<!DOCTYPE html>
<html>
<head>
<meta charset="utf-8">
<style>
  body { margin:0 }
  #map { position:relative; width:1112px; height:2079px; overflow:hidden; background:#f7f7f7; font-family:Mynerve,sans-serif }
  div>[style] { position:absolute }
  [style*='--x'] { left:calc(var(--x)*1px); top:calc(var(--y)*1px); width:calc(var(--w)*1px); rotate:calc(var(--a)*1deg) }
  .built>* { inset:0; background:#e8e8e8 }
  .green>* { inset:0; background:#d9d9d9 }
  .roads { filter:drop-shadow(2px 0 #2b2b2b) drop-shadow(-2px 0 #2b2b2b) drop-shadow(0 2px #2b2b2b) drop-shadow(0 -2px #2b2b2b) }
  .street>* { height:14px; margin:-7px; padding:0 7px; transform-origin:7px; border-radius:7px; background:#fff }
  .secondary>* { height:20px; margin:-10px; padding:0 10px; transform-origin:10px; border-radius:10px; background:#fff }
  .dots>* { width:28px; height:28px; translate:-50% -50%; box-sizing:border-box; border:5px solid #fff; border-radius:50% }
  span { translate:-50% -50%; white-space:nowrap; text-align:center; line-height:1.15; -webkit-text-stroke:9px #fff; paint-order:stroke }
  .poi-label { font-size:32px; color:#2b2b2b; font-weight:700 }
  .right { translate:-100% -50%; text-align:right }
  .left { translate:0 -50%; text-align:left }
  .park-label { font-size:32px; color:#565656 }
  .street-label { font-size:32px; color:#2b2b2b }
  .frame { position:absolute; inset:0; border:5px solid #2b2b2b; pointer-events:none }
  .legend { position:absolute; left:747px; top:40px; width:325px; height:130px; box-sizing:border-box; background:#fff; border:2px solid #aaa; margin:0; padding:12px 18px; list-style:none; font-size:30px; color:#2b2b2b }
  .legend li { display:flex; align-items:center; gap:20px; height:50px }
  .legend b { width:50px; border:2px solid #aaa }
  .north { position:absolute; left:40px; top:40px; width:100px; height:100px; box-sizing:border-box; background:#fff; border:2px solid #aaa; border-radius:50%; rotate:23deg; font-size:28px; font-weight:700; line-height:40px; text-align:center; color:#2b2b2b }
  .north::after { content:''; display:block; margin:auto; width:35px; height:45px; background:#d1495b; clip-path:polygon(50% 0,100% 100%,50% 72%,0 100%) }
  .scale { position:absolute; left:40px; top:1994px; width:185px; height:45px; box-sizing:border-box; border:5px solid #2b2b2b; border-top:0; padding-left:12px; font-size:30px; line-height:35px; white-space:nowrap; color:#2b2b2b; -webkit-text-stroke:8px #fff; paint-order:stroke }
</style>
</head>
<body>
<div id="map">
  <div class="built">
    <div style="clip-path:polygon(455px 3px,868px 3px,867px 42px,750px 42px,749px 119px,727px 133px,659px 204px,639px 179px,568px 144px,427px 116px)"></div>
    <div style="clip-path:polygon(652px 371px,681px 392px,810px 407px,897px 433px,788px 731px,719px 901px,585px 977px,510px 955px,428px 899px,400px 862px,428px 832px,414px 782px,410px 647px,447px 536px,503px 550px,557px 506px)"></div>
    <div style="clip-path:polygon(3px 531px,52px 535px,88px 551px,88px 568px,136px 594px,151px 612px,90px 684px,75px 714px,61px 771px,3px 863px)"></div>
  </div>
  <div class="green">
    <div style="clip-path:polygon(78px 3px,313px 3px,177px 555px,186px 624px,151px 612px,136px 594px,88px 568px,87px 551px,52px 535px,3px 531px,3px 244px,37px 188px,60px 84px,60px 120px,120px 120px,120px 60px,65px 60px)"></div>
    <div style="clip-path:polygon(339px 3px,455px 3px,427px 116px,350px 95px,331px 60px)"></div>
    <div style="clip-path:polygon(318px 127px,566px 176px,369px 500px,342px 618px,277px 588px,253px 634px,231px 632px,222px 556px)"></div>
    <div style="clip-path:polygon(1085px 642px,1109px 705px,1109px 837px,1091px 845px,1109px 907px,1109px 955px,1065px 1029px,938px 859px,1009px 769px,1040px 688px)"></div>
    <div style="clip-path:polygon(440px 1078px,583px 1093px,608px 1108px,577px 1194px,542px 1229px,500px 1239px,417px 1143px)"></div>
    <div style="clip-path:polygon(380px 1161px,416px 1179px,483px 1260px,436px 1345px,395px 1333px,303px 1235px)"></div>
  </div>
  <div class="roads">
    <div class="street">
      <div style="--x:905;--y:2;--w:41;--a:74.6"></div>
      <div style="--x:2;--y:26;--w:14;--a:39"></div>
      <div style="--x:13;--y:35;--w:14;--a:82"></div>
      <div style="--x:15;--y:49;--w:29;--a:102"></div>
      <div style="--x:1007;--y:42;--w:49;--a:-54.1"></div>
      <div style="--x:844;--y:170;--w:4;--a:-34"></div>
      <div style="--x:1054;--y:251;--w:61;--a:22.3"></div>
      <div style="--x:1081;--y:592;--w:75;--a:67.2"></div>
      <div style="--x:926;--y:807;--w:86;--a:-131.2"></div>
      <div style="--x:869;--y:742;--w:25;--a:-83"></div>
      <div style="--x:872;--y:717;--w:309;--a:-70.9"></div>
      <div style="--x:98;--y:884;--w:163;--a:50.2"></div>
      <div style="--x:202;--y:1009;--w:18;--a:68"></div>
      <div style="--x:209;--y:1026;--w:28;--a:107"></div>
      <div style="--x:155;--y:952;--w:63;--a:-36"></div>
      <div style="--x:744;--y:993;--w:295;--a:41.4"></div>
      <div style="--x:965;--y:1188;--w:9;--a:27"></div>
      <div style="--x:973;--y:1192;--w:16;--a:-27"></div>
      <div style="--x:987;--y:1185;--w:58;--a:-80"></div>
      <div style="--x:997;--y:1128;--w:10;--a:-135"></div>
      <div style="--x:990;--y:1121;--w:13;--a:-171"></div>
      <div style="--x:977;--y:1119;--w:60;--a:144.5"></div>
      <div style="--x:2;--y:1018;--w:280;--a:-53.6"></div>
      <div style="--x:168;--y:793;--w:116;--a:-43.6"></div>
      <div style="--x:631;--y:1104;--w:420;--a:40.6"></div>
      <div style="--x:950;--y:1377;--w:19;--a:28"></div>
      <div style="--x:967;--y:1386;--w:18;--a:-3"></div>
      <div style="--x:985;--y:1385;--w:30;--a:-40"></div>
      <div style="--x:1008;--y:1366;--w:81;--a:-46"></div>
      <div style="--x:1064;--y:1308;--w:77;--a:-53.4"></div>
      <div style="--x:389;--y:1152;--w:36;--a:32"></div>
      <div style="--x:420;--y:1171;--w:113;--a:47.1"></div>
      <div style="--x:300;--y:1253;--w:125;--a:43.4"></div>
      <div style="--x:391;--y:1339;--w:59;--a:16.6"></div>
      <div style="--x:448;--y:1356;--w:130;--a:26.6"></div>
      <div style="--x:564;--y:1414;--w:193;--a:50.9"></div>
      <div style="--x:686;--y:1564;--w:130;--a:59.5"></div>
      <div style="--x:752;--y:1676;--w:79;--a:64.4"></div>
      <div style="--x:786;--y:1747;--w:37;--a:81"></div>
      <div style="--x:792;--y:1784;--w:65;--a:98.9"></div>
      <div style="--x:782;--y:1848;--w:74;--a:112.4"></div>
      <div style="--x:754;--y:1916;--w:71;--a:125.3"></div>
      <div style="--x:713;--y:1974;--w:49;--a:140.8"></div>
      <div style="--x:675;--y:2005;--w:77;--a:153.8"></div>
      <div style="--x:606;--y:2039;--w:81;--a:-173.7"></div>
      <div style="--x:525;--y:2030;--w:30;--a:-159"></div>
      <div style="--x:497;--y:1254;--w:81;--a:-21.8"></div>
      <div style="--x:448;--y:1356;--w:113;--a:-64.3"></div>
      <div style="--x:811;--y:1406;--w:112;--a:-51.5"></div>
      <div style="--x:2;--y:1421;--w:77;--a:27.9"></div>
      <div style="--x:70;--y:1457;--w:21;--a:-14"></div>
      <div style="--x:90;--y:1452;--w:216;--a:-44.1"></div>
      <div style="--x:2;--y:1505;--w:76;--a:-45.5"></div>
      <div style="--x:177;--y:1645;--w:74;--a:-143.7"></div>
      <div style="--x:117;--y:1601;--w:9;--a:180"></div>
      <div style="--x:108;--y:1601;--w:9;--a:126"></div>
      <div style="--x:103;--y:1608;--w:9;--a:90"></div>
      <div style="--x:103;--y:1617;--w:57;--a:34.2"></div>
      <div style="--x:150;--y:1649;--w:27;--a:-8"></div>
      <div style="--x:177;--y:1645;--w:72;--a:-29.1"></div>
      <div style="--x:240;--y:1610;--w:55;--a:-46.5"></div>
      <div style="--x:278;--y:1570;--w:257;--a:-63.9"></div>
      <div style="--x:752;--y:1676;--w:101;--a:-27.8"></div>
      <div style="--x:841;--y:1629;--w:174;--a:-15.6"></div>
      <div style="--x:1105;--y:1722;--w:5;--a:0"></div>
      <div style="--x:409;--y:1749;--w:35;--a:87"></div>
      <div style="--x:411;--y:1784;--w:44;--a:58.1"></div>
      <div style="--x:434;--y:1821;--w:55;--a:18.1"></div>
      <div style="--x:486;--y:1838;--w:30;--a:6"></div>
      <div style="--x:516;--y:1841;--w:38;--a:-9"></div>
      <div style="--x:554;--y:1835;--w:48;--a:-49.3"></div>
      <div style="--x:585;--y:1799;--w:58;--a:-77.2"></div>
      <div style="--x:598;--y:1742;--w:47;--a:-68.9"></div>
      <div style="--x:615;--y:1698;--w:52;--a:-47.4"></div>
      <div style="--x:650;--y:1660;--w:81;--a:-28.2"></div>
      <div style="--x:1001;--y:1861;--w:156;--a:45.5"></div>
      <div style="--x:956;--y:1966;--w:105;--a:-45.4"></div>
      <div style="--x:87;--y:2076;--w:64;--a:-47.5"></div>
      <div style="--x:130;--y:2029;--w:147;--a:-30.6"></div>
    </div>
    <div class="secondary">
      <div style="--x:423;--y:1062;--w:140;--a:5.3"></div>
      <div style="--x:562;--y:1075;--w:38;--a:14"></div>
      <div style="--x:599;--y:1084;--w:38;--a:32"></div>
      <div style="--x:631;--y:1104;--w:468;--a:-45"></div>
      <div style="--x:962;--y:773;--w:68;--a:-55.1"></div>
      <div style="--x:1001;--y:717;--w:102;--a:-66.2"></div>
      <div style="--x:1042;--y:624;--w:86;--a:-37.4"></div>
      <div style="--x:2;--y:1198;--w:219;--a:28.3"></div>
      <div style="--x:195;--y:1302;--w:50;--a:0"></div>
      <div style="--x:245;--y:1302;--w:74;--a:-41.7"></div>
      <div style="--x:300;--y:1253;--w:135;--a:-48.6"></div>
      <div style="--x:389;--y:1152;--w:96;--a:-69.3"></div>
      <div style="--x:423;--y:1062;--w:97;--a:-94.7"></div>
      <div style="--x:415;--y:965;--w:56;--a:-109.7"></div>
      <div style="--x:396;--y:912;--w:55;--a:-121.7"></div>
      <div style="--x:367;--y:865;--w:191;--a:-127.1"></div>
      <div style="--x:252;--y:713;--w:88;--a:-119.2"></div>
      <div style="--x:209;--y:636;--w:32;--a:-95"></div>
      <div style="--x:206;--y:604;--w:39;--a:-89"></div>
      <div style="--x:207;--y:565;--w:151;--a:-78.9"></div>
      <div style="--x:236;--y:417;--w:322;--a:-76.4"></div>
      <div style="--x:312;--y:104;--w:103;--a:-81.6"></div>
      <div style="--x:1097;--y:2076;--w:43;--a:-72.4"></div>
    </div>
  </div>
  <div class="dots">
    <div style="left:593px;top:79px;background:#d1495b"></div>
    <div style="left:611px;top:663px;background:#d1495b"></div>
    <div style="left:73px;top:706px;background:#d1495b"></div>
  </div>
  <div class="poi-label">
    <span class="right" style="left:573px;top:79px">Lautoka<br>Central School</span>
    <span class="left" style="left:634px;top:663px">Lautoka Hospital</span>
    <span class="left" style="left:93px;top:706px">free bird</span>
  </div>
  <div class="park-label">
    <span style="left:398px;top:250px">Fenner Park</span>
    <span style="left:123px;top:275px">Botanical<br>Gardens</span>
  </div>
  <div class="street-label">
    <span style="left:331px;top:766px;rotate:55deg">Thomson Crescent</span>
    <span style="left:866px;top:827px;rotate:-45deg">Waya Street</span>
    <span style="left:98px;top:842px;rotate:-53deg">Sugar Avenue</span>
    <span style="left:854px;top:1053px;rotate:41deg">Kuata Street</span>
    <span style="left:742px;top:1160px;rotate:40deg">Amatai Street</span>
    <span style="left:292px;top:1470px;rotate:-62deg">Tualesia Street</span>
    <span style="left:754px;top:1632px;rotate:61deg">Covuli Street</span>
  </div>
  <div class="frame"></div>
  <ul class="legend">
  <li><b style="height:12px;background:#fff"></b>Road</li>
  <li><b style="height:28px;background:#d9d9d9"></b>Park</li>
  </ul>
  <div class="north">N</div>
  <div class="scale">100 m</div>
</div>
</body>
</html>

------

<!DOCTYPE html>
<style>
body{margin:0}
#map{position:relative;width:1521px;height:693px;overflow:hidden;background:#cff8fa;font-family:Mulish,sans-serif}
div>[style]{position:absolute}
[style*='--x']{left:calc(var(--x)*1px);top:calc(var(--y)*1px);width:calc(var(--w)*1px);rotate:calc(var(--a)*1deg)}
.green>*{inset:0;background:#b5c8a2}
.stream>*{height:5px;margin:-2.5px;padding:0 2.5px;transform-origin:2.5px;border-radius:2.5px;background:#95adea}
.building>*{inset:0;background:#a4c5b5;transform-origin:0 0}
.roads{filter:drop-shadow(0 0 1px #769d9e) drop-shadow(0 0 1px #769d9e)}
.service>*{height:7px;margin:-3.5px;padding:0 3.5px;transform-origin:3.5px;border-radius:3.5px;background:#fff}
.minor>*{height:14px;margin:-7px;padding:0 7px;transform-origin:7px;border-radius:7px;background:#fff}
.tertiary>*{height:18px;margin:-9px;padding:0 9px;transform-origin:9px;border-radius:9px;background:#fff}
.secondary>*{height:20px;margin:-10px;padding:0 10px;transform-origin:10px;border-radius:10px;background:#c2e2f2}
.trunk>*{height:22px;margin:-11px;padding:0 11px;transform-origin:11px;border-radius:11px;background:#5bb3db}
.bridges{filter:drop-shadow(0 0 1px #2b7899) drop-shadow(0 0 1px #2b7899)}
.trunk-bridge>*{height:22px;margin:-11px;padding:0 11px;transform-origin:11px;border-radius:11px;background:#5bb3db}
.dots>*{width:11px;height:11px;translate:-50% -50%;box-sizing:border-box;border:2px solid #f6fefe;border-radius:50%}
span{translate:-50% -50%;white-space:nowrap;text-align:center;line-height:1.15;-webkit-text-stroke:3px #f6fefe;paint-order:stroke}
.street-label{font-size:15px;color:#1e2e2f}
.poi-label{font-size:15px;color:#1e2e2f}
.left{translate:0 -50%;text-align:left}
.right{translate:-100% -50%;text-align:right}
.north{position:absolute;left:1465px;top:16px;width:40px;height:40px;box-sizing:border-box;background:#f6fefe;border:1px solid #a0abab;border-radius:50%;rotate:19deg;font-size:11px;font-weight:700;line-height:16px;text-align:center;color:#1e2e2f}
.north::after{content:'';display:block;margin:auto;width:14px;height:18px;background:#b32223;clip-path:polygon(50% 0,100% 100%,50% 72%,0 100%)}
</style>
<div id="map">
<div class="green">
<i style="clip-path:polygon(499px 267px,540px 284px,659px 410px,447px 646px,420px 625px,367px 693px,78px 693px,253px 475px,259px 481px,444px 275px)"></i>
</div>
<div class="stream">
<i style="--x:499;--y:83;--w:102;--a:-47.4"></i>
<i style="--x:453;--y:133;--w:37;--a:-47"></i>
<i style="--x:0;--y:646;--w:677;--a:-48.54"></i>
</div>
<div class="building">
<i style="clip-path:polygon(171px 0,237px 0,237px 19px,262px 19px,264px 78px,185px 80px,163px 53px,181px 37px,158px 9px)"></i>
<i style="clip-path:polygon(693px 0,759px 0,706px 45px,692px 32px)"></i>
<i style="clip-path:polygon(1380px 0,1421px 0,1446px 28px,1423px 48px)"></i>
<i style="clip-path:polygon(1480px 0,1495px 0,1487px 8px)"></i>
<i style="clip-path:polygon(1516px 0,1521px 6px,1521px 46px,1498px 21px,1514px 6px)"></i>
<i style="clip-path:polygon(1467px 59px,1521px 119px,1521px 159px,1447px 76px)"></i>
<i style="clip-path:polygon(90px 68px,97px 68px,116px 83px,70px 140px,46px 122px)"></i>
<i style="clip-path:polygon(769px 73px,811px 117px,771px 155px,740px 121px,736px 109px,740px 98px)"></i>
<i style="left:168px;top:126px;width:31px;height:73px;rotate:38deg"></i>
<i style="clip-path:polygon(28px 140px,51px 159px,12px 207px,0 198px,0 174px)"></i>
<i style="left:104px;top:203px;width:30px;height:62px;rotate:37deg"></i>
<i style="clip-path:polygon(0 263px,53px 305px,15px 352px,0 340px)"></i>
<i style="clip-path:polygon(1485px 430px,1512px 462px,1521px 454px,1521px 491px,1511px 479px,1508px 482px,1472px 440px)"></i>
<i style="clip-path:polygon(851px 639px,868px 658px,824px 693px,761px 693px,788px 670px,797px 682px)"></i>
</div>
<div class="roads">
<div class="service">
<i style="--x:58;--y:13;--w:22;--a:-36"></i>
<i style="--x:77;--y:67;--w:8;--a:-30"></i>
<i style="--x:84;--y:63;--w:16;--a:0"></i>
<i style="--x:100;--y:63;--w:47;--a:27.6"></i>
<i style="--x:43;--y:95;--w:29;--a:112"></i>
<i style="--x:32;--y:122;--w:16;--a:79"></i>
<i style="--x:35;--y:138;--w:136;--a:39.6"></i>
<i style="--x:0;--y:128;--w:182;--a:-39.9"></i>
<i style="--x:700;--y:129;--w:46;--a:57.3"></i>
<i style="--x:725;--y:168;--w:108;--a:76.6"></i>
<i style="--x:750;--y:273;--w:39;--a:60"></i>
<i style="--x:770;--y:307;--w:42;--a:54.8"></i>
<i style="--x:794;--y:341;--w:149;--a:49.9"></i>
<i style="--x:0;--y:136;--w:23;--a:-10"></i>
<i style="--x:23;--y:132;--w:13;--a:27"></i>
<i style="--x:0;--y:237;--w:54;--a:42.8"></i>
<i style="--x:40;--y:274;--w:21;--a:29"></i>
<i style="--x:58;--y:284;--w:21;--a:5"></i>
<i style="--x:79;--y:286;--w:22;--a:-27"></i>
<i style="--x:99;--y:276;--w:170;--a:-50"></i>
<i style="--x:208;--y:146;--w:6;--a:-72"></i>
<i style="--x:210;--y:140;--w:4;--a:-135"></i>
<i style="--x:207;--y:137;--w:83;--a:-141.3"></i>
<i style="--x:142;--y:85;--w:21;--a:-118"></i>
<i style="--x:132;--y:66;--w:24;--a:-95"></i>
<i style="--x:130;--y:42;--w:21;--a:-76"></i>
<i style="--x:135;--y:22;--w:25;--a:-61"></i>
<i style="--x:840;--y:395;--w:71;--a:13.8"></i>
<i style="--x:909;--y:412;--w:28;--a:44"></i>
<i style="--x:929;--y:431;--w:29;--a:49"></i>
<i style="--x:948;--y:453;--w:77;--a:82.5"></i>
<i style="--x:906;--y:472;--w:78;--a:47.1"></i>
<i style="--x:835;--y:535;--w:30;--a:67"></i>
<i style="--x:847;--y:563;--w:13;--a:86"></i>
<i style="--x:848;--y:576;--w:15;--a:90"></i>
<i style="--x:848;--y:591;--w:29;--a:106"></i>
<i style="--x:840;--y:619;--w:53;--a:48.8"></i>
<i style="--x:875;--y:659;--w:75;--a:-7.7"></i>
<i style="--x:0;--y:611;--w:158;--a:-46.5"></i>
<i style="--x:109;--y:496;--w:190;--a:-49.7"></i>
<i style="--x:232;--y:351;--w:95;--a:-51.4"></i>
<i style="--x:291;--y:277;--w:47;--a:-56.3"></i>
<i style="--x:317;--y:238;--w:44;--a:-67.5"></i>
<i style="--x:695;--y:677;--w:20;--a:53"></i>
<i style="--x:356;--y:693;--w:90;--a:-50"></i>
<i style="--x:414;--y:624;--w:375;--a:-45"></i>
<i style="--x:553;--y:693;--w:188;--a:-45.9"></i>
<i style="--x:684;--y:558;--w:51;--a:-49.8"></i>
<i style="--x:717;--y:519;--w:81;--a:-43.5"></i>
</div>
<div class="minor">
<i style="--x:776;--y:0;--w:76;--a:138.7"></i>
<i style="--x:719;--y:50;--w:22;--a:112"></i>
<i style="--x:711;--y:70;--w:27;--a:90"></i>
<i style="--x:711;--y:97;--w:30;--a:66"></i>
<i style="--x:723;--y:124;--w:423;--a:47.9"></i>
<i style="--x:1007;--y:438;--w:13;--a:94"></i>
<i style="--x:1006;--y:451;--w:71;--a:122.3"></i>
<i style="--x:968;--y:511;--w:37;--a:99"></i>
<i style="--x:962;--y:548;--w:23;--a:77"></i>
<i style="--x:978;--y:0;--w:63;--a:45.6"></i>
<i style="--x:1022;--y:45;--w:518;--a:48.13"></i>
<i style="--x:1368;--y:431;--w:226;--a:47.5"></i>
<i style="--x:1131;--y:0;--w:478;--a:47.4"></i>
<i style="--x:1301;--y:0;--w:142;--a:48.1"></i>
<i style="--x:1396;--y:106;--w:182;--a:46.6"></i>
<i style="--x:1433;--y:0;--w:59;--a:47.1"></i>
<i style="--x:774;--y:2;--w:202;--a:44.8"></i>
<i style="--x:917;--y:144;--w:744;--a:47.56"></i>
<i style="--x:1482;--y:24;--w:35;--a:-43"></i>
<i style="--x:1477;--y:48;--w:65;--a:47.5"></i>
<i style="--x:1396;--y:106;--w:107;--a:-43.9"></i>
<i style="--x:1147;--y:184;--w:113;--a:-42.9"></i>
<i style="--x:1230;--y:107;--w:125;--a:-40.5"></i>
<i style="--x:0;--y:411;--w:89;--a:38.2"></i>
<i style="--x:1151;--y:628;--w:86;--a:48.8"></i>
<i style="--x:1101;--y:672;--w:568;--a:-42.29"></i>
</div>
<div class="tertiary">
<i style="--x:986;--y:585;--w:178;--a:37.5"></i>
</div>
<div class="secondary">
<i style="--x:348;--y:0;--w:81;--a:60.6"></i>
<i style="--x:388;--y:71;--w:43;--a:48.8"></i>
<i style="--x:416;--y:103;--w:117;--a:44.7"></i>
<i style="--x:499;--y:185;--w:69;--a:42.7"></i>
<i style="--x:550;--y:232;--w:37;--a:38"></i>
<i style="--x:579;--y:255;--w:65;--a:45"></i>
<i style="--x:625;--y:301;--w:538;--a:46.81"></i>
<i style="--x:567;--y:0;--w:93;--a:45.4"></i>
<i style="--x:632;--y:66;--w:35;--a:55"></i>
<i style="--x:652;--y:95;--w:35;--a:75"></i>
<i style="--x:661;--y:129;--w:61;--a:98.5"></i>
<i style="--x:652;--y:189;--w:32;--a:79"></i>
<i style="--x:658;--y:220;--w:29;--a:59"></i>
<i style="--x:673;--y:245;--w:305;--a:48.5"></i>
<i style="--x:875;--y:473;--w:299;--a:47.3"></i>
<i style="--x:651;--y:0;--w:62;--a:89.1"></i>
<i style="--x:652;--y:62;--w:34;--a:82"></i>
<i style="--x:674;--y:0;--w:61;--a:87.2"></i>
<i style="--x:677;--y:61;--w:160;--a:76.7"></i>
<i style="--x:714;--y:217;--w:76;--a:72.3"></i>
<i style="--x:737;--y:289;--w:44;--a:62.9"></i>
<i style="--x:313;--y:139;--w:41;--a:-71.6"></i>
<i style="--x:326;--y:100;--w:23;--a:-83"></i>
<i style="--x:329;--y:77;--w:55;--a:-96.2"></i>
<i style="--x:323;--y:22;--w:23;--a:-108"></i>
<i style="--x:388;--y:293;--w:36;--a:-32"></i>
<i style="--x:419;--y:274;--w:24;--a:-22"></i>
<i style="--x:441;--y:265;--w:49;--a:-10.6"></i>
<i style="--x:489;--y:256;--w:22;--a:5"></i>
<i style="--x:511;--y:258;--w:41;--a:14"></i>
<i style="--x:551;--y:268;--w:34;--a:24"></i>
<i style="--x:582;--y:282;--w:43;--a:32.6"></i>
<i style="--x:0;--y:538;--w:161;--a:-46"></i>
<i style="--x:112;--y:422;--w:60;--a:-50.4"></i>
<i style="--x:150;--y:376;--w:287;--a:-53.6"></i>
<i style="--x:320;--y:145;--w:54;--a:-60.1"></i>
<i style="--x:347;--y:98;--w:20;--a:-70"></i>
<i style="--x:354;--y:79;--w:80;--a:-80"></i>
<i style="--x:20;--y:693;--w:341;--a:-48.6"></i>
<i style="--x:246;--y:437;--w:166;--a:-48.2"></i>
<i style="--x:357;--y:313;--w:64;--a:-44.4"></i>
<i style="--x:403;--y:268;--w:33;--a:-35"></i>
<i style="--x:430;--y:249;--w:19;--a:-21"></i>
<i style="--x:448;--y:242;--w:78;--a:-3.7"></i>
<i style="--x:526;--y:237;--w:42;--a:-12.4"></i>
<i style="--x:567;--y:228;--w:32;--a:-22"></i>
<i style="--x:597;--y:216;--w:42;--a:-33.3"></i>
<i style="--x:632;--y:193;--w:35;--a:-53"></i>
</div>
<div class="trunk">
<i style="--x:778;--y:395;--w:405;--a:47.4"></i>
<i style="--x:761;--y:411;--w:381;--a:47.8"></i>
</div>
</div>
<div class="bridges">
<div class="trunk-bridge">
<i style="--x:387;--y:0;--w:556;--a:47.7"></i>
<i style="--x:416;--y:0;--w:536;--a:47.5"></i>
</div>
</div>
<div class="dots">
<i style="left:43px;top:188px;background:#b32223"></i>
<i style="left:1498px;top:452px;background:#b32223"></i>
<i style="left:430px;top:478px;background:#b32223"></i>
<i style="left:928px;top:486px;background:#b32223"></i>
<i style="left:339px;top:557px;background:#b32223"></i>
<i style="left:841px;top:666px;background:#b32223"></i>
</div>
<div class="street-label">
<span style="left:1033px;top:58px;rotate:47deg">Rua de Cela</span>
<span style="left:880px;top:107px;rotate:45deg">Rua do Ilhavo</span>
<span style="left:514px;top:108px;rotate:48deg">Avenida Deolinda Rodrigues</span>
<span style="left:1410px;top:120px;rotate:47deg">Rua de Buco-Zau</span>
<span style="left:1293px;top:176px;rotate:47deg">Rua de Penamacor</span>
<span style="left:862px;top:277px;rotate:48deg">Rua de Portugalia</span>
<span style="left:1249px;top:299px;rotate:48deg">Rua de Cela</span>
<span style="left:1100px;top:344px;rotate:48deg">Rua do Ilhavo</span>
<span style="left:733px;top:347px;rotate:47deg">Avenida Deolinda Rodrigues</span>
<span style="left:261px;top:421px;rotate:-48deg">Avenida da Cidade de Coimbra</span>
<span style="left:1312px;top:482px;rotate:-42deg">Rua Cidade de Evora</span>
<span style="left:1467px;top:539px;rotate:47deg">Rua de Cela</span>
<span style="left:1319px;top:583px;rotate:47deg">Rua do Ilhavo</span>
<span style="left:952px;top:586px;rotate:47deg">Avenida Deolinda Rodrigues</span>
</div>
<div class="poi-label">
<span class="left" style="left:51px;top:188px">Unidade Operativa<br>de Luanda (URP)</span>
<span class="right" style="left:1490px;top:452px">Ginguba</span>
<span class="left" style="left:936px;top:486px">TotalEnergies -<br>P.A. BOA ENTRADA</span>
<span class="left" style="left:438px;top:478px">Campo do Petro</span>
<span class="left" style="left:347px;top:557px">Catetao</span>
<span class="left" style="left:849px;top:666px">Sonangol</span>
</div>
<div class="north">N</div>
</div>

------

## Task prompt
The answer must be every line of the entries that includes the word "overflow".

## Result of this exercise
  #map { position:relative; width:1112px; height:2079px; overflow:hidden; background:#f7f7f7; font-family:Mynerve,sans-serif }
#map{position:relative;width:1521px;height:693px;overflow:hidden;background:#cff8fa;font-family:Mulish,sans-serif}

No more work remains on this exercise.